Bienvenue dans le monde des cures thermales, une pratique ancrée dans la tradition française au point d’être en grande partie remboursée par le système de santé public. Plus de 300 000 patients en ont profité l’an dernier.
Mais à l’heure où la France doit réduire ses dépenses, des médecins émettent de sérieux doutes sur les bienfaits médicaux réels de ces cures et – donc – sur l’opportunité pour l’État d’y injecter quelques centaines de millions d’euros chaque année.
Cette odeur de soufre, « c’est pour cela que les gens viennent de loin pour nous voir », explique Ludovic Lerche, infirmier aux Thermes de Marlioz, à Aix-les-Bains. Si l’établissement est ouvert depuis le XIXe siècle, la localité savoyarde installée sur des sources chaudes est « une ville de thermalisme depuis l’époque romaine », détaille-t-il.

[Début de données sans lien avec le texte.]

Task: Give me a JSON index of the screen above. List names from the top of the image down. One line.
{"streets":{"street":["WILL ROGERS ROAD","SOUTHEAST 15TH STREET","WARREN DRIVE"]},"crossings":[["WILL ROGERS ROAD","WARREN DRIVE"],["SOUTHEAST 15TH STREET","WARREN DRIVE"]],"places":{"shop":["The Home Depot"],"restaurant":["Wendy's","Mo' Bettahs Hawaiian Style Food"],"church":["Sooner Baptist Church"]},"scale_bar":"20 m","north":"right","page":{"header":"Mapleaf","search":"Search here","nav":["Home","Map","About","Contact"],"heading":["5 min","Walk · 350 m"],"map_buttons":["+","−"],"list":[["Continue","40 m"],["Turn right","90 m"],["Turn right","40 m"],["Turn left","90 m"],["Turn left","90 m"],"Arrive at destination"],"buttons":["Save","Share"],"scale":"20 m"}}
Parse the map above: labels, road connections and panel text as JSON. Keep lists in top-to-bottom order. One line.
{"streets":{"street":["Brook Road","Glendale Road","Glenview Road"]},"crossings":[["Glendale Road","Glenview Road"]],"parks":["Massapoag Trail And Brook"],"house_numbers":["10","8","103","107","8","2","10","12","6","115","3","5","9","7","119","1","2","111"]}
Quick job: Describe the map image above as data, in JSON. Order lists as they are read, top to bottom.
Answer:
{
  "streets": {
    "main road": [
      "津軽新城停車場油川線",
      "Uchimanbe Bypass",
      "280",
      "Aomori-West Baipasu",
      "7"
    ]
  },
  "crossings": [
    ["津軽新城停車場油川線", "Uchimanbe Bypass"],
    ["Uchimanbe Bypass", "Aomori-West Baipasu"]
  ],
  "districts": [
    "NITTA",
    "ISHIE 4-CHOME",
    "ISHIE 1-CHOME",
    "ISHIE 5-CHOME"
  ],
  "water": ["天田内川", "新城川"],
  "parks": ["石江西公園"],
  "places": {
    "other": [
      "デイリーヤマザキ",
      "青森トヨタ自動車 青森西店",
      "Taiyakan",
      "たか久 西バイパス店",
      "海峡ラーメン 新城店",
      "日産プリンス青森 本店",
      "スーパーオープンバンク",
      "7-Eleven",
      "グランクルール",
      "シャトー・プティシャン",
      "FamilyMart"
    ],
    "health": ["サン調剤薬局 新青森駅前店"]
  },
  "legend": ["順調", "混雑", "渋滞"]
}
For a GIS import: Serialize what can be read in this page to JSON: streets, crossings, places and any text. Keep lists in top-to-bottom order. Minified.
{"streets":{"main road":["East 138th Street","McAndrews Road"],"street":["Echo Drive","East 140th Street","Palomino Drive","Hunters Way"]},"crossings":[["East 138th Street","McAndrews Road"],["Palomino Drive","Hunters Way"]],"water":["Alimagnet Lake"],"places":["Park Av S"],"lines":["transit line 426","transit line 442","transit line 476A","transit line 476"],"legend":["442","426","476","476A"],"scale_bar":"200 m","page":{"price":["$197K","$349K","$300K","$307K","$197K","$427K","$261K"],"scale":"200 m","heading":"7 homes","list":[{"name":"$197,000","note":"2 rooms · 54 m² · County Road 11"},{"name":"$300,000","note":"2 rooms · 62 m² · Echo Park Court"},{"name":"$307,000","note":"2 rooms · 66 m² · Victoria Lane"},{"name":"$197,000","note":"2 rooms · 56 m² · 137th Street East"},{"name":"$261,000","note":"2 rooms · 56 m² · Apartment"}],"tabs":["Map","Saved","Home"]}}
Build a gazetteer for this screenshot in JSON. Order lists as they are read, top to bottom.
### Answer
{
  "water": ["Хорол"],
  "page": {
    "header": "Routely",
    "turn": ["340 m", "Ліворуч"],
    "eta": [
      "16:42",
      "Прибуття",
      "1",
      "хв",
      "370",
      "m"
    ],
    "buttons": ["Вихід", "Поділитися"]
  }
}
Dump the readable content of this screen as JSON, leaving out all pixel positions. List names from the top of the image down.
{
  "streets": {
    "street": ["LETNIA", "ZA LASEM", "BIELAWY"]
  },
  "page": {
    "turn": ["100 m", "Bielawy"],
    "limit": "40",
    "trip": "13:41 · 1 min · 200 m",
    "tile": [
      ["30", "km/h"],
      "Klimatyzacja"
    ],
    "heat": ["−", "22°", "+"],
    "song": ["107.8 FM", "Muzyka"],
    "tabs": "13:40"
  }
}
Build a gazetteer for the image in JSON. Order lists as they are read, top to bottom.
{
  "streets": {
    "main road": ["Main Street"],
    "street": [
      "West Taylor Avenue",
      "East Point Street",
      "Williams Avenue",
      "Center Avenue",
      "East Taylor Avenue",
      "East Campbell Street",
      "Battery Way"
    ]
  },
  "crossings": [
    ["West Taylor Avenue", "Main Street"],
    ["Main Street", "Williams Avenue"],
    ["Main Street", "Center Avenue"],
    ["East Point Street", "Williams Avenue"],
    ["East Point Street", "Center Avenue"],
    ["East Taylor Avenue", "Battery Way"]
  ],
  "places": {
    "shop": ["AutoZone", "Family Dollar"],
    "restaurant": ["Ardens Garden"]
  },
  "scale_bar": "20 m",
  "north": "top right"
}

PHOTO PHILIPPE TEISCEIRA-LESSARD, COLLABORATION SPÉCIALE
Ludovic Lerche, infirmier aux Thermes de Marlioz
Les Thermes ressemblent à une clinique, avec des murs blancs et du personnel médical en blouse blanche. Des robinets sont ouverts en permanence pour assurer une circulation en continu de l’eau thermale, qui sort du sol à 21 °C. Au fond des lavabos, le soufre laisse des traces jaunes malgré des nettoyages très fréquents.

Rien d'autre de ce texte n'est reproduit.